● **Task**: The response must consist of all the records, retyped exactly.

● **Records for the exercise**:

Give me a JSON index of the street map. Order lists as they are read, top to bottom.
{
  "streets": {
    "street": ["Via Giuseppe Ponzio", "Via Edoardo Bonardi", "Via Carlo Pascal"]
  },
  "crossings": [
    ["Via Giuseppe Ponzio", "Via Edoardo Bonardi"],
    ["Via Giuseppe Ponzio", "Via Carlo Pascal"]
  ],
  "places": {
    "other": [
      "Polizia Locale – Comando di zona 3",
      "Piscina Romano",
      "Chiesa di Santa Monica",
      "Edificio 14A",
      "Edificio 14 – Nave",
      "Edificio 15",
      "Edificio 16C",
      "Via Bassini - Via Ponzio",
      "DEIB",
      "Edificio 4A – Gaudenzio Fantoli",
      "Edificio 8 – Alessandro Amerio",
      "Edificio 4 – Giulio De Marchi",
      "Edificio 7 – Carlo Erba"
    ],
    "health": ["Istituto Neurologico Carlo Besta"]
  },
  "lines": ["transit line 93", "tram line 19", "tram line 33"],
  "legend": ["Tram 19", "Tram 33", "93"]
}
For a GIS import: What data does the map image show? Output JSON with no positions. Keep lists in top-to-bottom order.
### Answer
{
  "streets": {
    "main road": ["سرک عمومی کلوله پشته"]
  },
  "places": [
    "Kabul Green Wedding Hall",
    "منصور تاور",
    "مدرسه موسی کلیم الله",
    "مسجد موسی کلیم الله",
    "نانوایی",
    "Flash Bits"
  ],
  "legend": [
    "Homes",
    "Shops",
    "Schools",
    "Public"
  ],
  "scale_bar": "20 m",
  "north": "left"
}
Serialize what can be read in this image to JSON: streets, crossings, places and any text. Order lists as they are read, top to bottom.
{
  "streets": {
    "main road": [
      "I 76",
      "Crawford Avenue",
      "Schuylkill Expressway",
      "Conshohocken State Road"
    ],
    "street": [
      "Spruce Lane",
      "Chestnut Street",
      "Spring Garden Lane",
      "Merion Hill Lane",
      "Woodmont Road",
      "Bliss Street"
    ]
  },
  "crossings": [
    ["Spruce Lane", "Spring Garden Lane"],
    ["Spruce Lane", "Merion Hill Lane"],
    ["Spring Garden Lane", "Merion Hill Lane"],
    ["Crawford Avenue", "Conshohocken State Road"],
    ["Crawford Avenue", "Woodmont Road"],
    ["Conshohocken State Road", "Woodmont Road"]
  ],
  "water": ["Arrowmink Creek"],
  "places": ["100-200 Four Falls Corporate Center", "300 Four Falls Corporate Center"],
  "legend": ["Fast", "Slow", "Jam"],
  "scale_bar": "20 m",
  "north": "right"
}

● **Exercise answer**:
Give me a JSON index of the street map. Order lists as they are read, top to bottom.
{
  "streets": {
    "street": ["Via Giuseppe Ponzio", "Via Edoardo Bonardi", "Via Carlo Pascal"]
  },
  "crossings": [
    ["Via Giuseppe Ponzio", "Via Edoardo Bonardi"],
    ["Via Giuseppe Ponzio", "Via Carlo Pascal"]
  ],
  "places": {
    "other": [
      "Polizia Locale – Comando di zona 3",
      "Piscina Romano",
      "Chiesa di Santa Monica",
      "Edificio 14A",
      "Edificio 14 – Nave",
      "Edificio 15",
      "Edificio 16C",
      "Via Bassini - Via Ponzio",
      "DEIB",
      "Edificio 4A – Gaudenzio Fantoli",
      "Edificio 8 – Alessandro Amerio",
      "Edificio 4 – Giulio De Marchi",
      "Edificio 7 – Carlo Erba"
    ],
    "health": ["Istituto Neurologico Carlo Besta"]
  },
  "lines": ["transit line 93", "tram line 19", "tram line 33"],
  "legend": ["Tram 19", "Tram 33", "93"]
}
For a GIS import: What data does the map image show? Output JSON with no positions. Keep lists in top-to-bottom order.
### Answer
{
  "streets": {
    "main road": ["سرک عمومی کلوله پشته"]
  },
  "places": [
    "Kabul Green Wedding Hall",
    "منصور تاور",
    "مدرسه موسی کلیم الله",
    "مسجد موسی کلیم الله",
    "نانوایی",
    "Flash Bits"
  ],
  "legend": [
    "Homes",
    "Shops",
    "Schools",
    "Public"
  ],
  "scale_bar": "20 m",
  "north": "left"
}
Serialize what can be read in this image to JSON: streets, crossings, places and any text. Order lists as they are read, top to bottom.
{
  "streets": {
    "main road": [
      "I 76",
      "Crawford Avenue",
      "Schuylkill Expressway",
      "Conshohocken State Road"
    ],
    "street": [
      "Spruce Lane",
      "Chestnut Street",
      "Spring Garden Lane",
      "Merion Hill Lane",
      "Woodmont Road",
      "Bliss Street"
    ]
  },
  "crossings": [
    ["Spruce Lane", "Spring Garden Lane"],
    ["Spruce Lane", "Merion Hill Lane"],
    ["Spring Garden Lane", "Merion Hill Lane"],
    ["Crawford Avenue", "Conshohocken State Road"],
    ["Crawford Avenue", "Woodmont Road"],
    ["Conshohocken State Road", "Woodmont Road"]
  ],
  "water": ["Arrowmink Creek"],
  "places": ["100-200 Four Falls Corporate Center", "300 Four Falls Corporate Center"],
  "legend": ["Fast", "Slow", "Jam"],
  "scale_bar": "20 m",
  "north": "right"
}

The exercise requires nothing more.